[Collected data]

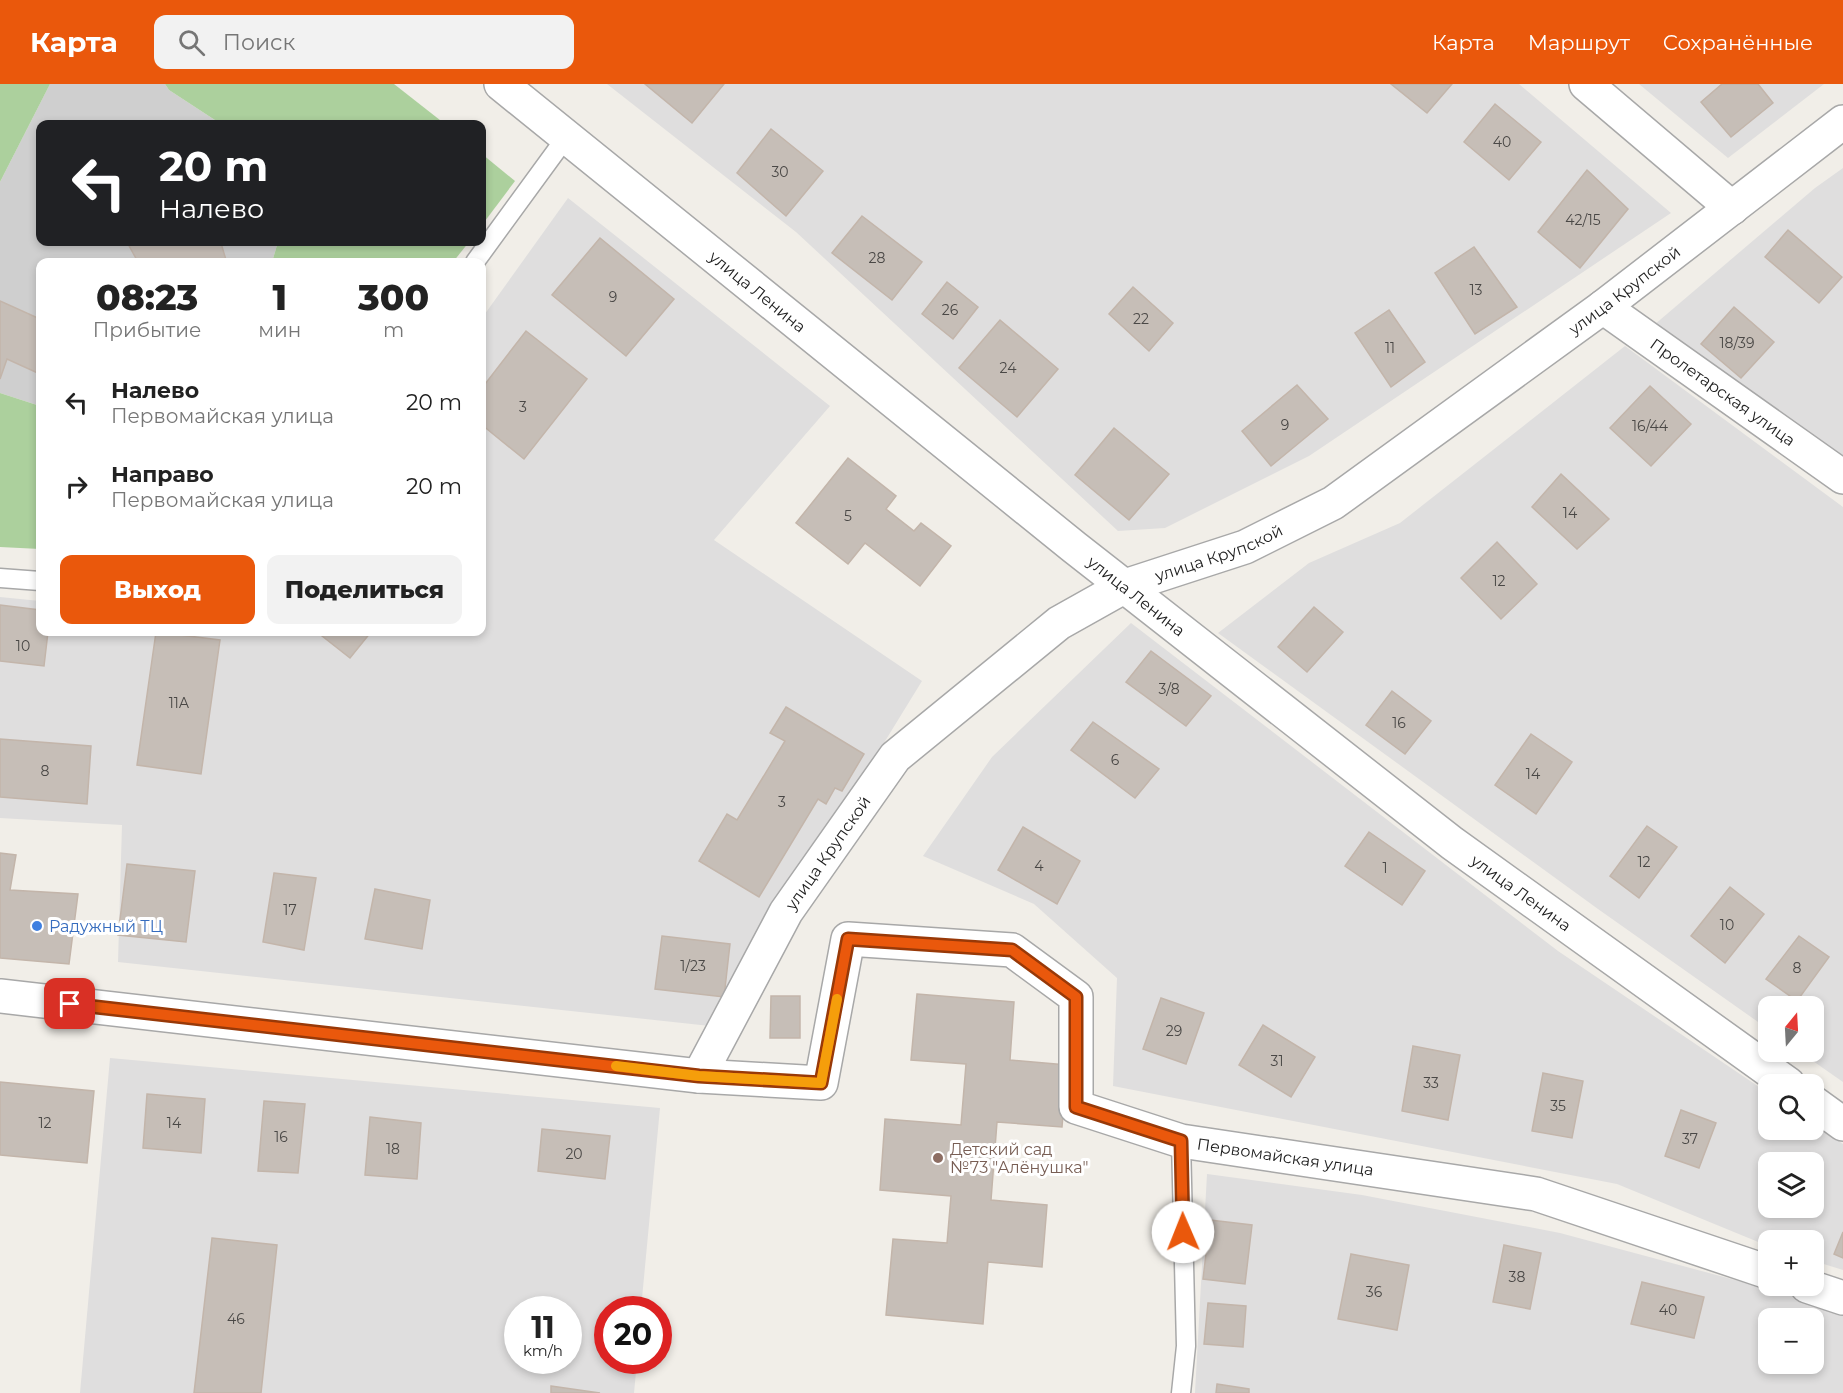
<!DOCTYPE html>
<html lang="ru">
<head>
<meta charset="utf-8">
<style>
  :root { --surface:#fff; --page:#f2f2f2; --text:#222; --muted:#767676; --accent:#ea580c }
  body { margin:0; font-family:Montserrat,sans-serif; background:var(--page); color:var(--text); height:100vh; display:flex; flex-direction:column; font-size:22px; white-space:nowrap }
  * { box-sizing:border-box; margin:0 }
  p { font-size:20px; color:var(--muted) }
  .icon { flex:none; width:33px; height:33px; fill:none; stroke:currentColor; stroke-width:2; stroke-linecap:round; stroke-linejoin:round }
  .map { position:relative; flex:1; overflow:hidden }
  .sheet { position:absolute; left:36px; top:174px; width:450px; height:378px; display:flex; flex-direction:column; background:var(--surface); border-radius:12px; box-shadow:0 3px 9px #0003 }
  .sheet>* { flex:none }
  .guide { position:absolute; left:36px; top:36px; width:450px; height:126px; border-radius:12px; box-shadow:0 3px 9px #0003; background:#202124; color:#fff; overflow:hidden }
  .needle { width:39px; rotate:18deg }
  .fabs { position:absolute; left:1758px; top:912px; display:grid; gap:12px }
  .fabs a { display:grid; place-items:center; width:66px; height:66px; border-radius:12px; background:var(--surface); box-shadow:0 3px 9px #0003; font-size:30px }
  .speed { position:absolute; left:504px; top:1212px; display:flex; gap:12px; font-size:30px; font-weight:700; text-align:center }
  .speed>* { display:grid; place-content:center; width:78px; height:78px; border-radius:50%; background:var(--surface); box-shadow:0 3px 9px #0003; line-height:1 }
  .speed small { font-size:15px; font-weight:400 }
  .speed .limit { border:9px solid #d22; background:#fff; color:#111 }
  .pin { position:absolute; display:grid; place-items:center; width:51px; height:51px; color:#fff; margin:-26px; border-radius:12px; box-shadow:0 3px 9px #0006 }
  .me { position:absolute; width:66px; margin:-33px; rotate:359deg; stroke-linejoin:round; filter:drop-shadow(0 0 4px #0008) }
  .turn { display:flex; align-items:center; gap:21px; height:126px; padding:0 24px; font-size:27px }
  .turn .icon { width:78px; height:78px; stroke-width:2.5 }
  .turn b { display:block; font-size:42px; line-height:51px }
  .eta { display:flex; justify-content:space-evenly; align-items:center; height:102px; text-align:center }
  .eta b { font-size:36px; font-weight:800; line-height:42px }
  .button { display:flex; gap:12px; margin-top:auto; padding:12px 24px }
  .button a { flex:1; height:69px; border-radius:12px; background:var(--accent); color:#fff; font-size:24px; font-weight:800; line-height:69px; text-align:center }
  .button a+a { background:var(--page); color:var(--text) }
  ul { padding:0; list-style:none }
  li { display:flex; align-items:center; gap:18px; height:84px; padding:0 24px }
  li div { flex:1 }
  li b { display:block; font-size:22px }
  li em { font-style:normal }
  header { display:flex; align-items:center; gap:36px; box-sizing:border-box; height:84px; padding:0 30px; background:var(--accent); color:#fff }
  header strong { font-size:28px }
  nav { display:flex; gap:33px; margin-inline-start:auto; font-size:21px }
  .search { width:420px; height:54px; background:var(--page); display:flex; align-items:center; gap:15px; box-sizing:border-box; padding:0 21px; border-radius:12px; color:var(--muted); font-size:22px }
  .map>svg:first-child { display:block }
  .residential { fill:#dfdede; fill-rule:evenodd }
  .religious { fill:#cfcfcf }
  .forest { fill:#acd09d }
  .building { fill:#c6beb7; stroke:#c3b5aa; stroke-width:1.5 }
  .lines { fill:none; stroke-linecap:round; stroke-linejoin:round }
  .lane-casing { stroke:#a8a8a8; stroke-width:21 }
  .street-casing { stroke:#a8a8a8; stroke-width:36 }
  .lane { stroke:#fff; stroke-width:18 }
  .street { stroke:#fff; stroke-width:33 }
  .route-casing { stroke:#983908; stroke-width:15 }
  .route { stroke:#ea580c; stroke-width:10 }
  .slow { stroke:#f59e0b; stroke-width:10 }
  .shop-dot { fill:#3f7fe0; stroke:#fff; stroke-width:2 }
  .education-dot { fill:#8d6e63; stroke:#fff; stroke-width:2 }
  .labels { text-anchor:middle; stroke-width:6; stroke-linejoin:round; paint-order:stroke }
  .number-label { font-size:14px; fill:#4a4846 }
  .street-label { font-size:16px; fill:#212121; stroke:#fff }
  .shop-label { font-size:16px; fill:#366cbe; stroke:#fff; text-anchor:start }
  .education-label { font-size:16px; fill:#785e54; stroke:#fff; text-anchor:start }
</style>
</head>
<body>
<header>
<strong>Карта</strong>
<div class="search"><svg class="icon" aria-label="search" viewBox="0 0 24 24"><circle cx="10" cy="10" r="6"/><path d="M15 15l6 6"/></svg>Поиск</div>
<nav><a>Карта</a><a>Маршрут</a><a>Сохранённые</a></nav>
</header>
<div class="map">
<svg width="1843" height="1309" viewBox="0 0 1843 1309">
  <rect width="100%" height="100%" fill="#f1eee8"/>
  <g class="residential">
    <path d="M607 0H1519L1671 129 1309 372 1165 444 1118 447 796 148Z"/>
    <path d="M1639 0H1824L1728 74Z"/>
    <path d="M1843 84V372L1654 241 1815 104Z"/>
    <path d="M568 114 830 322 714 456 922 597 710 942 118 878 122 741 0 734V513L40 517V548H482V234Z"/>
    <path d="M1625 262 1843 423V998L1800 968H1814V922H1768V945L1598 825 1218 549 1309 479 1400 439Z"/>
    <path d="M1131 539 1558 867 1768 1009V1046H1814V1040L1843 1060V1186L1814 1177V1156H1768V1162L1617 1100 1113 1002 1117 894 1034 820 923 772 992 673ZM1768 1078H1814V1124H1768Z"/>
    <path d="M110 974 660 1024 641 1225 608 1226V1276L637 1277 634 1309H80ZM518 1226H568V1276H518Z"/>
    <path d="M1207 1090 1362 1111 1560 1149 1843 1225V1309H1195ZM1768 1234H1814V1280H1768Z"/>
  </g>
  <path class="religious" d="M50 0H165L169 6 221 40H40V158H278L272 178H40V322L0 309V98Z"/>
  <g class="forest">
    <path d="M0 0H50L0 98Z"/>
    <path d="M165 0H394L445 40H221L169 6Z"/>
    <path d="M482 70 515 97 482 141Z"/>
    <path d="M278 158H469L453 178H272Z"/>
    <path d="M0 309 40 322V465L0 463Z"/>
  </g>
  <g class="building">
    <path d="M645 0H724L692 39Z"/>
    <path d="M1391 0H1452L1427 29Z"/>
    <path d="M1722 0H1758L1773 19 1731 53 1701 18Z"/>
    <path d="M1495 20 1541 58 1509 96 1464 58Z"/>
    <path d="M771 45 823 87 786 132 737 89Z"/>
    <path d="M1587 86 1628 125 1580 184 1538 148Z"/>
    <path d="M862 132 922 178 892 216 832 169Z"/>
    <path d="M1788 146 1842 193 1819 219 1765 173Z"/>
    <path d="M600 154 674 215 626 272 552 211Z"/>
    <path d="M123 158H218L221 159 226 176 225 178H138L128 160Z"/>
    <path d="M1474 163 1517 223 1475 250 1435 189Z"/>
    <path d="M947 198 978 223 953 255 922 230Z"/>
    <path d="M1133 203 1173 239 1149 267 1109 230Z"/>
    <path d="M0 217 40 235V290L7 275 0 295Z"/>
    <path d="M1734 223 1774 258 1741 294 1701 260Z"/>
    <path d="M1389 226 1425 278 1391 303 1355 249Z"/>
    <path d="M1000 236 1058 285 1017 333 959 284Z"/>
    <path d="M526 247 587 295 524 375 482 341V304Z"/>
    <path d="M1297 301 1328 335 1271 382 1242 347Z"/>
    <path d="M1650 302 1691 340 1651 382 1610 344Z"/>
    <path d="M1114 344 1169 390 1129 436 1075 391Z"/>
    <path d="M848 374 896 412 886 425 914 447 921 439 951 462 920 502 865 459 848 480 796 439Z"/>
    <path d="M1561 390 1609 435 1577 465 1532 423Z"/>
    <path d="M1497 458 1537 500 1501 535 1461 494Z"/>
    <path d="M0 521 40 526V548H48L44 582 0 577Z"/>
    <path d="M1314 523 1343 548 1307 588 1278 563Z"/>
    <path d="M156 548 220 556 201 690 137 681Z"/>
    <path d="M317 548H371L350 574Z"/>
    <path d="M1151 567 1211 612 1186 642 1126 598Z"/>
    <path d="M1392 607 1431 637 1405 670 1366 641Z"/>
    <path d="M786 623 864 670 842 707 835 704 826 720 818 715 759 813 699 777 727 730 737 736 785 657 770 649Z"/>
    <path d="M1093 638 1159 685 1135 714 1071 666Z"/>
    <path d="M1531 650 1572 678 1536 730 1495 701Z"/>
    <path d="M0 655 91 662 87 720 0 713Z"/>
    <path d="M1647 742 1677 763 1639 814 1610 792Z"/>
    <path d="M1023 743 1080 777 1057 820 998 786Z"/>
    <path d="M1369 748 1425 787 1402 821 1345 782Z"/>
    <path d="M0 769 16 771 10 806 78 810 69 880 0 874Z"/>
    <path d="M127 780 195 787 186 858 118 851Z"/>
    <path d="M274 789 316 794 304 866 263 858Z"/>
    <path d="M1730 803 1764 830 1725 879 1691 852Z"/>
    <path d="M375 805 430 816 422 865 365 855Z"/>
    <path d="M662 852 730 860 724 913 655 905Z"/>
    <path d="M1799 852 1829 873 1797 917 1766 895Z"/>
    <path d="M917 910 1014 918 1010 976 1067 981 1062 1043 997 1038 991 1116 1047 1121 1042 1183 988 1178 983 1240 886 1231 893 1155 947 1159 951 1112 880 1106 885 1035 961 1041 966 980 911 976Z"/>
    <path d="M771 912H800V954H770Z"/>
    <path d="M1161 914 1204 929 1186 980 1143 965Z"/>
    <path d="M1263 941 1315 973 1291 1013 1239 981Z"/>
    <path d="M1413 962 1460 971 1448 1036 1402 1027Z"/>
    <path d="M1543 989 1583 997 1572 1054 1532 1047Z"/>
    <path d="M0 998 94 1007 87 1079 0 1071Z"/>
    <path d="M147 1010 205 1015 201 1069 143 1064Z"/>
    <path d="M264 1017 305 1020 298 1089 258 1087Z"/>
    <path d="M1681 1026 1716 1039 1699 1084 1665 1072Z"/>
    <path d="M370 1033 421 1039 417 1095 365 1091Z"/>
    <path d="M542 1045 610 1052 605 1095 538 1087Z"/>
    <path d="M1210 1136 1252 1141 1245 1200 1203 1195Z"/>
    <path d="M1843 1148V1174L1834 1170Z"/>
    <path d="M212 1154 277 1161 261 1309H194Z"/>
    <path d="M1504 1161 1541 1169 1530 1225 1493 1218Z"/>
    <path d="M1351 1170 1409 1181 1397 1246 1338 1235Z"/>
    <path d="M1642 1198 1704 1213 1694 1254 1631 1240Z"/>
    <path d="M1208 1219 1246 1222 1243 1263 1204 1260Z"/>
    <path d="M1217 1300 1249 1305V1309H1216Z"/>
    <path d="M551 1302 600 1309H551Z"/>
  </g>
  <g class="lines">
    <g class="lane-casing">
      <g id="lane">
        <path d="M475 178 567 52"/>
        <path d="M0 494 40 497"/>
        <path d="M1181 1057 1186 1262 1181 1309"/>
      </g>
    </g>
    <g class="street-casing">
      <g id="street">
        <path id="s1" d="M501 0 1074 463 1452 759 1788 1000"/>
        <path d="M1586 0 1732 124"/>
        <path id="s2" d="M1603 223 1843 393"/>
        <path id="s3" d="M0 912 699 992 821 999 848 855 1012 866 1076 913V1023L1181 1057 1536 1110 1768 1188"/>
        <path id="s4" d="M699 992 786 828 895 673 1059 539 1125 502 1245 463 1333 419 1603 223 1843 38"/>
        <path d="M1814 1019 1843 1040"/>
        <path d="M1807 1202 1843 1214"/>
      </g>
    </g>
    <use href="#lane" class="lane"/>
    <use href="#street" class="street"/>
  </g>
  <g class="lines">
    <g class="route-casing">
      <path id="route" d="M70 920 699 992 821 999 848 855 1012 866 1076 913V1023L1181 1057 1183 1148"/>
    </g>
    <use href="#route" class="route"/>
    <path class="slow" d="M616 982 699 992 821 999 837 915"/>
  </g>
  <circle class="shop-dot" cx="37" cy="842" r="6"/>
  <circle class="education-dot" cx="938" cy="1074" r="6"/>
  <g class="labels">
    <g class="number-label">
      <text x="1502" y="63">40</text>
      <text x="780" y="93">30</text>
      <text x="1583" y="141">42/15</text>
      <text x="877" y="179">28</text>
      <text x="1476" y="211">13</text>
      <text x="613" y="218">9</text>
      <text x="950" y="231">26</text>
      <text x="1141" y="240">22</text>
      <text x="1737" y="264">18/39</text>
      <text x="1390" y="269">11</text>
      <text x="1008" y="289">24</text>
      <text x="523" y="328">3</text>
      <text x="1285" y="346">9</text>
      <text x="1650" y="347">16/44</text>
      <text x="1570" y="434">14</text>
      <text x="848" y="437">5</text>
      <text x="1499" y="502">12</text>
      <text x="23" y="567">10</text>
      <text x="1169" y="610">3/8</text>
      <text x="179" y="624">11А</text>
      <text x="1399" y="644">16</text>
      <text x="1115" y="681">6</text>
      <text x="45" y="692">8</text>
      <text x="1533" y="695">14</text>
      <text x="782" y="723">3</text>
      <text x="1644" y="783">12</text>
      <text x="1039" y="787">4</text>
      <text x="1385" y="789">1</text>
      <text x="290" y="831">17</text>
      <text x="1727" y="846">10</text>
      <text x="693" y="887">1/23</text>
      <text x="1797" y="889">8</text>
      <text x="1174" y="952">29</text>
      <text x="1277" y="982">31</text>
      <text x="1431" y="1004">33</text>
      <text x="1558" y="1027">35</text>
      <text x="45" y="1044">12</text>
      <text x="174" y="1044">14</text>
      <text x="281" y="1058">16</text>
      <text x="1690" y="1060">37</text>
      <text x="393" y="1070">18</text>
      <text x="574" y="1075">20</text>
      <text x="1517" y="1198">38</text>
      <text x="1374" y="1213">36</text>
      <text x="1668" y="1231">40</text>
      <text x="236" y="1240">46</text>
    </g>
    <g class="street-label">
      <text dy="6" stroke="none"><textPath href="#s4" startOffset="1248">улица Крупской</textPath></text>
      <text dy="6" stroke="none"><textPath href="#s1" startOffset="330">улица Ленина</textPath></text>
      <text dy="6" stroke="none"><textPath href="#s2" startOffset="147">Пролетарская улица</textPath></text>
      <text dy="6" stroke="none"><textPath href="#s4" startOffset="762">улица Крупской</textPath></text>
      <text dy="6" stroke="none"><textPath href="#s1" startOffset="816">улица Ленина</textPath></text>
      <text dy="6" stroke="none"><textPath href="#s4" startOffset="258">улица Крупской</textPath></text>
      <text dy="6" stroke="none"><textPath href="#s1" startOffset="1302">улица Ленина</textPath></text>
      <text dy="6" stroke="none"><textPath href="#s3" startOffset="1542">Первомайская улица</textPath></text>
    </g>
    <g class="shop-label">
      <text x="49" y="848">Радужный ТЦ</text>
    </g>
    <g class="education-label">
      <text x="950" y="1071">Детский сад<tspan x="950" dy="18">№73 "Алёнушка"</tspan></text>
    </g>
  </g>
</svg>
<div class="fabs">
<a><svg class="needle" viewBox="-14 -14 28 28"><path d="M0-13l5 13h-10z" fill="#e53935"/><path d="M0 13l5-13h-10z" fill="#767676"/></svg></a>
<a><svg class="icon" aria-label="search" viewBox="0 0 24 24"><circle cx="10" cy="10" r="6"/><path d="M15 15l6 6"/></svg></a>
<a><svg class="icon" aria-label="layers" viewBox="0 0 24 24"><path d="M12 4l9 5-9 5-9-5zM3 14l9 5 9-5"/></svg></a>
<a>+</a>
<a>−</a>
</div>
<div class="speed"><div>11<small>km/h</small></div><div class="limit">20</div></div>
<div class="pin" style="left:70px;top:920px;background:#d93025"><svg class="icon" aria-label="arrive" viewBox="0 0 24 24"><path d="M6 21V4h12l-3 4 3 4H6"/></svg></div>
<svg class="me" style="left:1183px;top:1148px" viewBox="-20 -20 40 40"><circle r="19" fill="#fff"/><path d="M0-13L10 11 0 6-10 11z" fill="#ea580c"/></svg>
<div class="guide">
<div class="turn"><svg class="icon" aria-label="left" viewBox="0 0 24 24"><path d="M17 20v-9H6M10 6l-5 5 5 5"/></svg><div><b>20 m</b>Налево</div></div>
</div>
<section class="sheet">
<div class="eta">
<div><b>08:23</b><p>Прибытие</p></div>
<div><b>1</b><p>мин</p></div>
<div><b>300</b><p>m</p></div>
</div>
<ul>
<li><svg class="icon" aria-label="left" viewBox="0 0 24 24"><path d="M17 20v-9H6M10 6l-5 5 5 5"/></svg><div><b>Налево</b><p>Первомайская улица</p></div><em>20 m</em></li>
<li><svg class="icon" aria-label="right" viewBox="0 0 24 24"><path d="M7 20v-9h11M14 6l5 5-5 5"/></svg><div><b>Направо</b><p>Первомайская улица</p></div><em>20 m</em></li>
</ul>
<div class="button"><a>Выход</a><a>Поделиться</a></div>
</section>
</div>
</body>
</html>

WHAT YOU HAVE TO DO
Only exact lines belong in the answer: those from the beginning of the entries above through the line holding "display:grid; place-content:center; width:78px;", with no pictures.

TASK RESPONSE
<!DOCTYPE html>
<html lang="ru">
<head>
<meta charset="utf-8">
<style>
  :root { --surface:#fff; --page:#f2f2f2; --text:#222; --muted:#767676; --accent:#ea580c }
  body { margin:0; font-family:Montserrat,sans-serif; background:var(--page); color:var(--text); height:100vh; display:flex; flex-direction:column; font-size:22px; white-space:nowrap }
  * { box-sizing:border-box; margin:0 }
  p { font-size:20px; color:var(--muted) }
  .icon { flex:none; width:33px; height:33px; fill:none; stroke:currentColor; stroke-width:2; stroke-linecap:round; stroke-linejoin:round }
  .map { position:relative; flex:1; overflow:hidden }
  .sheet { position:absolute; left:36px; top:174px; width:450px; height:378px; display:flex; flex-direction:column; background:var(--surface); border-radius:12px; box-shadow:0 3px 9px #0003 }
  .sheet>* { flex:none }
  .guide { position:absolute; left:36px; top:36px; width:450px; height:126px; border-radius:12px; box-shadow:0 3px 9px #0003; background:#202124; color:#fff; overflow:hidden }
  .needle { width:39px; rotate:18deg }
  .fabs { position:absolute; left:1758px; top:912px; display:grid; gap:12px }
  .fabs a { display:grid; place-items:center; width:66px; height:66px; border-radius:12px; background:var(--surface); box-shadow:0 3px 9px #0003; font-size:30px }
  .speed { position:absolute; left:504px; top:1212px; display:flex; gap:12px; font-size:30px; font-weight:700; text-align:center }
  .speed>* { display:grid; place-content:center; width:78px; height:78px; border-radius:50%; background:var(--surface); box-shadow:0 3px 9px #0003; line-height:1 }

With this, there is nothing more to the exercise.